Und das tat ich! Unser Sohn kam gelassen Zuhause zur Welt und wurde sofort literweise mit Milch überflutet, sodass er in wenigen Wochen kugelrund war. Unsere Tochter kam ab und zu noch, um ebenfalls zu trinken. Es war ein unglaubliches Gefühl, zwei Kinder auf dem Schoß zu haben, die Händchen halten und wie eine Einheit gemeinsam tranken. Eifersucht war nie Thema. Nachts hörte unsere Tochter dann sofort auf, die Brust zu verlangen. Tagsüber dauerte es noch ein halbes Jahr. Dann hörte sie von einem auf den anderen Tag komplett auf. Mit 4 1/2 Jahren!

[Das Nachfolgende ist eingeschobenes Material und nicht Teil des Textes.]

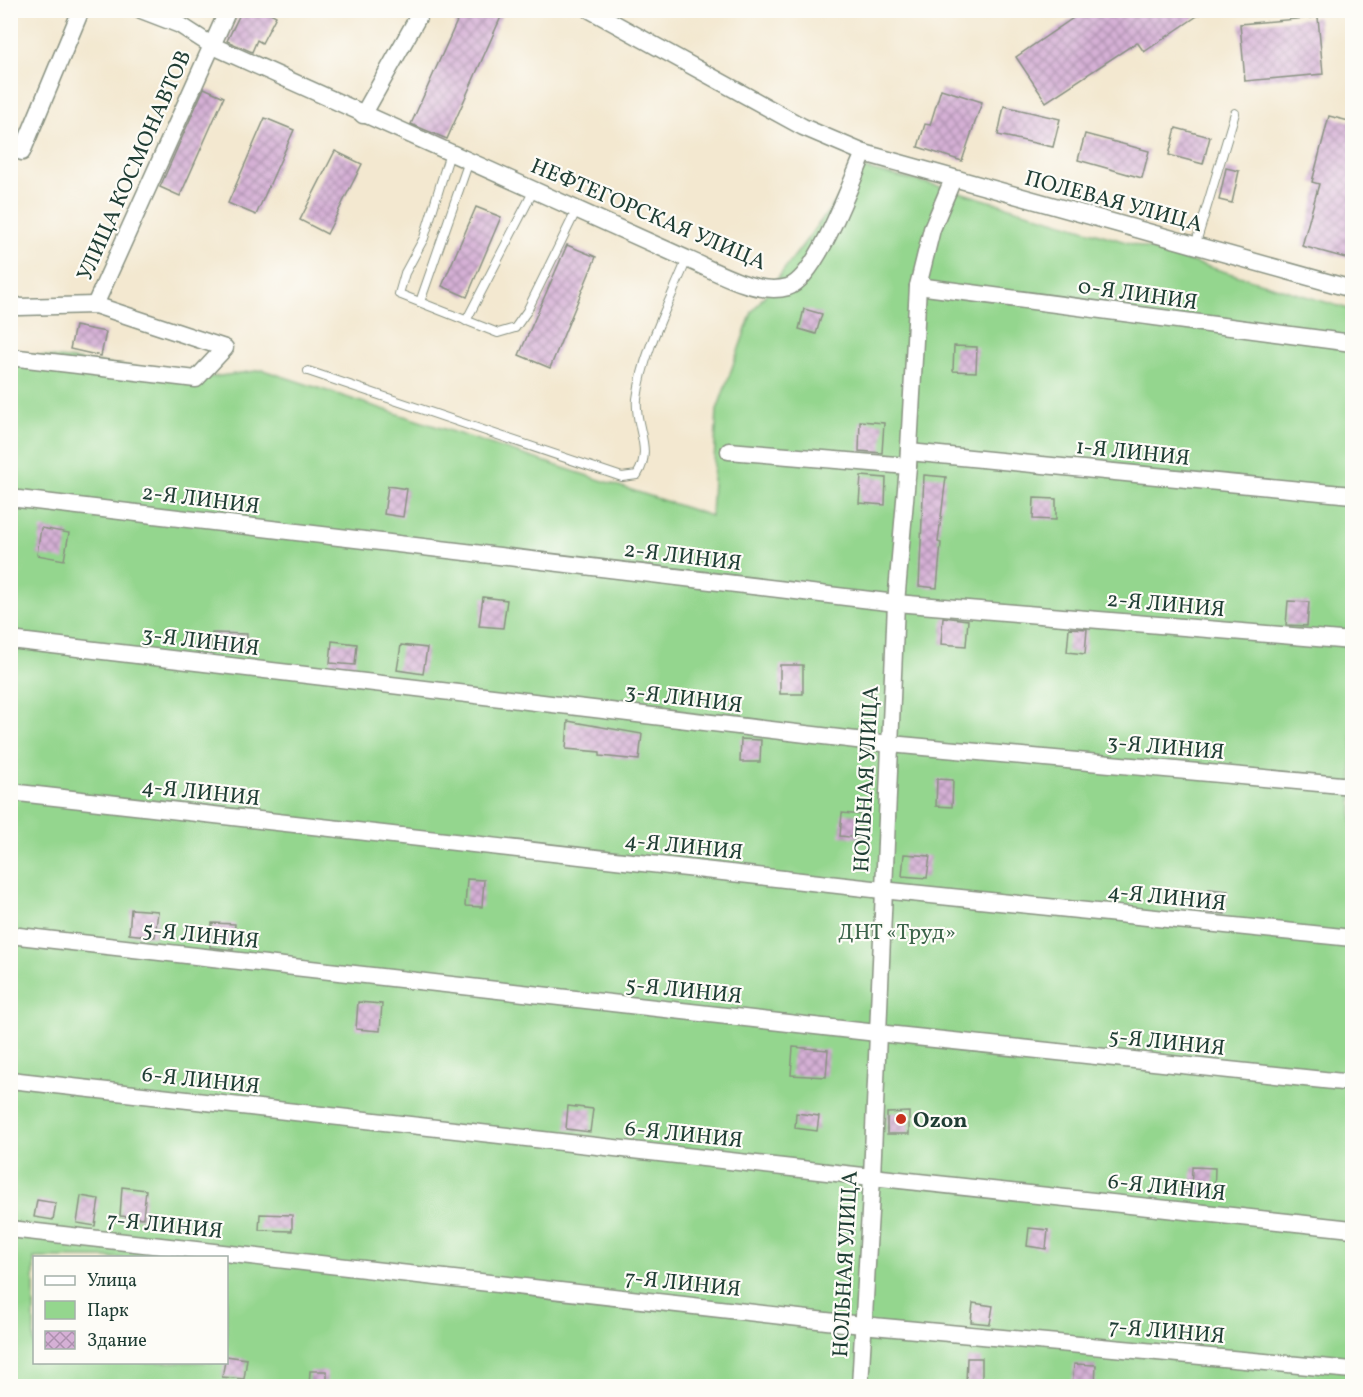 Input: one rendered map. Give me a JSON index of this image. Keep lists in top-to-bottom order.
{
  "streets": {
    "street": [
      "УЛИЦА КОСМОНАВТОВ",
      "ПОЛЕВАЯ УЛИЦА",
      "НЕФТЕГОРСКАЯ УЛИЦА",
      "0-Я ЛИНИЯ",
      "1-Я ЛИНИЯ",
      "2-Я ЛИНИЯ",
      "3-Я ЛИНИЯ",
      "НОЛЬНАЯ УЛИЦА",
      "4-Я ЛИНИЯ",
      "5-Я ЛИНИЯ",
      "6-Я ЛИНИЯ",
      "7-Я ЛИНИЯ"
    ]
  },
  "crossings": [
    ["УЛИЦА КОСМОНАВТОВ", "НЕФТЕГОРСКАЯ УЛИЦА"],
    ["ПОЛЕВАЯ УЛИЦА", "НЕФТЕГОРСКАЯ УЛИЦА"],
    ["ПОЛЕВАЯ УЛИЦА", "НОЛЬНАЯ УЛИЦА"],
    ["0-Я ЛИНИЯ", "НОЛЬНАЯ УЛИЦА"],
    ["1-Я ЛИНИЯ", "НОЛЬНАЯ УЛИЦА"],
    ["2-Я ЛИНИЯ", "НОЛЬНАЯ УЛИЦА"],
    ["3-Я ЛИНИЯ", "НОЛЬНАЯ УЛИЦА"],
    ["НОЛЬНАЯ УЛИЦА", "4-Я ЛИНИЯ"],
    ["НОЛЬНАЯ УЛИЦА", "5-Я ЛИНИЯ"],
    ["НОЛЬНАЯ УЛИЦА", "6-Я ЛИНИЯ"],
    ["НОЛЬНАЯ УЛИЦА", "7-Я ЛИНИЯ"]
  ],
  "parks": ["ДНТ «Труд»"],
  "places": ["Ozon"],
  "legend": ["Улица", "Парк", "Здание"]
}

Das Stillen war insbesondere beim zweiten Kind ein Segen, denn ich musste weder Flaschen, noch Gläschen, noch heißes Wasser mit mir herumschleppen. Ich packte unseren Sohn einfach in die Trage, lockerte diese ein wenig und lief los, während er unterwegs trank. Mit einem Schal, der alles verdeckte, bekam keiner mit, was das Baby tat und ich konnte mich um meine Tochter oder das Einkaufen kümmern.
Mittlerweile stille ich meinen Sohn nun auch schon fast drei Jahre und ein Ende ist bisher nicht in Sicht. Ich blicke also auf knapp sieben Jahre Stillen ohne Unterbrechung zurück, und ich fühlte mich in meinem Körper noch nie so wohl. Auch unser Sohn ist schon seit 1 1/2 Jahren im Kindergarten, isst ganz normal, ist selten krank und kommt auch ohne mich gut klar.
Ob ich nun Glück mit dem Stillen hatte, einfach überzeugt genug davon war oder mein Körper besonders fit war. Ich weiß es nicht. Und natürlich habe ich größtes Verständnis für alle, bei denen es nicht klappen wollte oder für die es eine große Belastung war. Ich konnte damit nur so entspannt umgehen, weil ich gute Berater in meinem Bekanntenkreis hatte und meine Familie immer hinter mir stand.
Finde ich toll, wie offen Du mit dem Thema umgehst. Wenn man bedenkt, daß Du außerdem als hochqualifizierte Wirtschaftsinformatikerin arbeitest, entspricht das so gar nicht dem verbreiteten Klischee, daß Stillen etwas mit rückschrittlichem Bewußtsein zu tun haben soll. Stillen ist im Gegenteil eine Möglichkeit, gerade mit den heute verbesserten Möglichkeiten für Mütter, auch wieder von all den industriell gefertigten Ersatzbefriedigungen wegzukommen.
Merkwürdigerweise erlebe ich immer wieder gerade ältere Mütter von Neugeborenen, die vehement vom Stillen abgeraten bekommen und denen man nicht erklären kann, dass Stillen viel praktischer ist als das nächtliche Wärmen von Milchfläschchen. Sie behaupten steif und fest das Gegenteil und werden fast wütend, wenn man – bzw. frau natürlich – andere Erfahrungen hat.